Full Convolution network

Bilinear on-Line sampling

Feature Pyramid

Mask-rcnn

Hello everyone, I am a doctoral student in Zhejiang University Liu Hantang, currently in Alibaba IDST internship. The next sharing will first introduce the image segmentation is what to do, image segmentation of what the application scene and do the image segmentation experiment often used several datasets.

Finally, some methods of image segmentation are explained. It is divided into two parts, the first part is the traditional image segmentation algorithm, although it is rarely used, but the algorithm is more beautiful. The second part is the depth learning algorithm, which introduces the classic techniques that have been popular in recent years.

What is image segmentation.

Image segmentation is a category or object that predicts each pixel in the image. Image segmentation has two sub problems, one is to predict only the category level of segmentation, each pixel marked a position. The second is the individual who distinguishes different objects.

Application scenarios, such as automatic driving, 3D map reconstruction, landscaping, face modeling, and so on.

The most commonly used data sets

Mainly introduced three: Pascal Voc;cityscapes;mscoco.

The first is Pascal VOC data set

This is a relatively old set of data, it provides 20 categories, including, people, cars and so on. There are 6929 annotated images that provide category-level annotations and individual-level annotations, meaning that you can do semantic segmentation, differentiate between cars and individual partitions, distinguish between several cars, and mark different cars.

The second one is the cityscapes dataset

Mainly for road driving scenarios, it has 30 fine categories. 5000 of them are finely labeled, accurate to pixel level. There are also 20000 pictures with rough annotations. It can also provide semantic level segmentation and individual level segmentation.

The third is the MS Coco DataSet

This is the largest dataset with semantic segmentation so far, the categories provided are 80 categories, with more than 330,000 images, 200,000 with callouts, and more than 1.5 million individuals in the entire dataset, and some of the latest papers will be tested on the Mscoco dataset because it is the most difficult and the most challenging.

Traditional graphic Cutting

Figure cutting is to remove some edges, so that two of the child graph is not connected; The goal of the figure cut is to find a cut that minimizes the edge and the weight of the removal.

the advantages and disadvantages of Figure cutting

The advantage is that the segmentation effect is also good, and is a universal framework, suitable for a variety of characteristics. The disadvantage is that the time complexity and space complexity is high, the need to select the number of partition blocks in advance.

Diagram of the failure of the cut column

To overcome this failure, there was a paper that presented normalized cut. It is to add the weight parameter Volume in the graph segmentation. Volume (a) is the sum of the weights of all the edges in a. This method balances the size of each child graph.

Depth Learning Algorithm

The first paper to compare successfully using neural network to do image segmentation is fully convolutional Networks (hereinafter referred to as FCN).

The traditional neural network to do the classification of the step is, first is an image after a multi-layer convolution after the dimensionality reduction of the feature map, this feature map through the full join layer into a classifier, and finally output a category of vectors, which is the result of classification.

And FCN is to replace all the full connection layer to roll base, the original can only output a category classification of the network can be in the feature map of each pixel output a classification result.
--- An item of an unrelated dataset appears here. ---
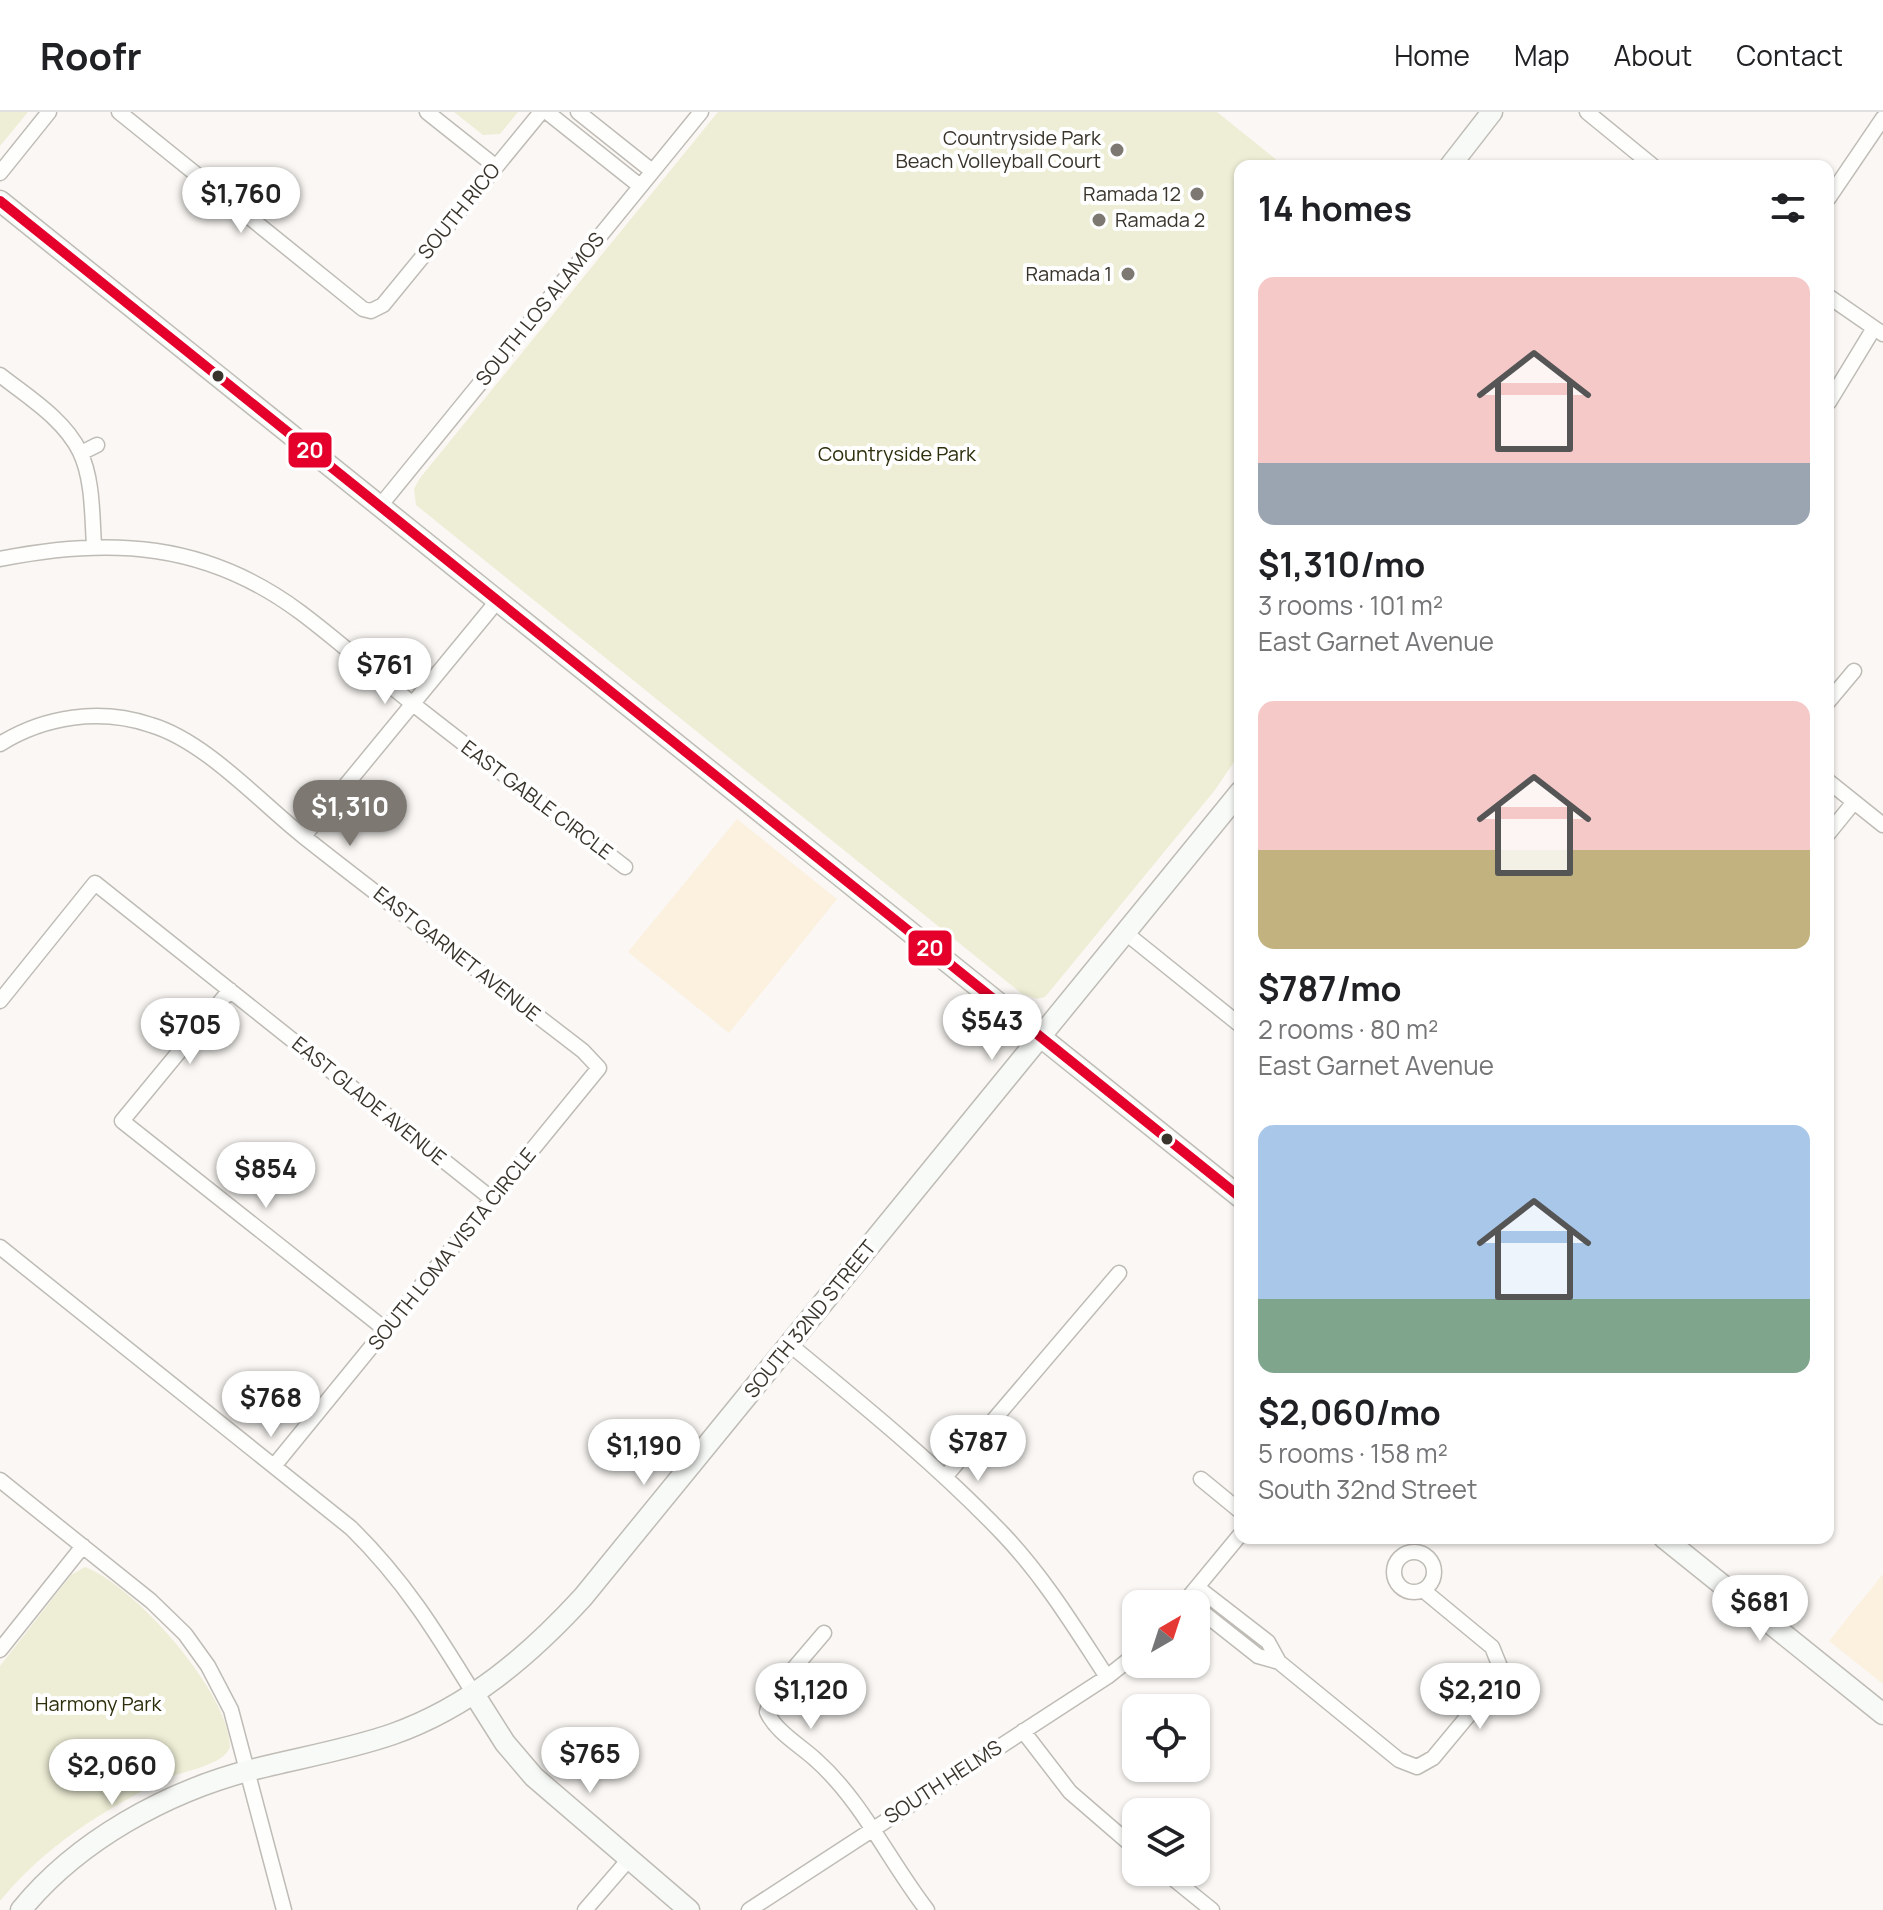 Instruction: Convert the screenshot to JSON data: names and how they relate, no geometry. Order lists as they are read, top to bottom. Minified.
{"streets":{"street":["SOUTH RICO","SOUTH LOS ALAMOS","EAST GABLE CIRCLE","EAST GARNET AVENUE","EAST GLADE AVENUE","SOUTH LOMA VISTA CIRCLE","SOUTH 32ND STREET","SOUTH HELMS"]},"crossings":[["EAST GARNET AVENUE","SOUTH LOMA VISTA CIRCLE"],["EAST GLADE AVENUE","SOUTH LOMA VISTA CIRCLE"]],"parks":["Countryside Park","Harmony Park"],"places":["Countryside Park Beach Volleyball Court","Ramada 12","Ramada 2","Ramada 1"],"lines":["transit line 20"],"north":"top right","page":{"header":"Roofr","nav":["Home","Map","About","Contact"],"heading":"14 homes","price":["$1,760","$761","$1,310","$543","$705","$854","$768","$787","$1,190","$681","$1,120","$2,210","$765","$2,060"],"list":[{"name":"$1,310/mo","note":"3 rooms · 101 m² · East Garnet Avenue"},{"name":"$787/mo","note":"2 rooms · 80 m² · East Garnet Avenue"},{"name":"$2,060/mo","note":"5 rooms · 158 m² · South 32nd Street"}]}}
This turns the vector of the classification into a feature map of the classification.

In order to enable the classification of the feature map to restore to the original size, using the upper sampling layer. Specific details can be viewed in video playback.

FCN's structure diagram

The following describes how to enlarge the image operation.

Here are two concepts, the first concept is the deconvolution layer (deconvolution), and the second concept is the double linear difference value on the sampling (bilinear upsampling).

Here the "deconvolution" is not really the inverse of the convolution, with transposed convolution replaced more appropriate, but the original paper used is deconvolution, we use the word below, it can be equivalent to ordinary convolution. Its main purpose is to achieve the sampling.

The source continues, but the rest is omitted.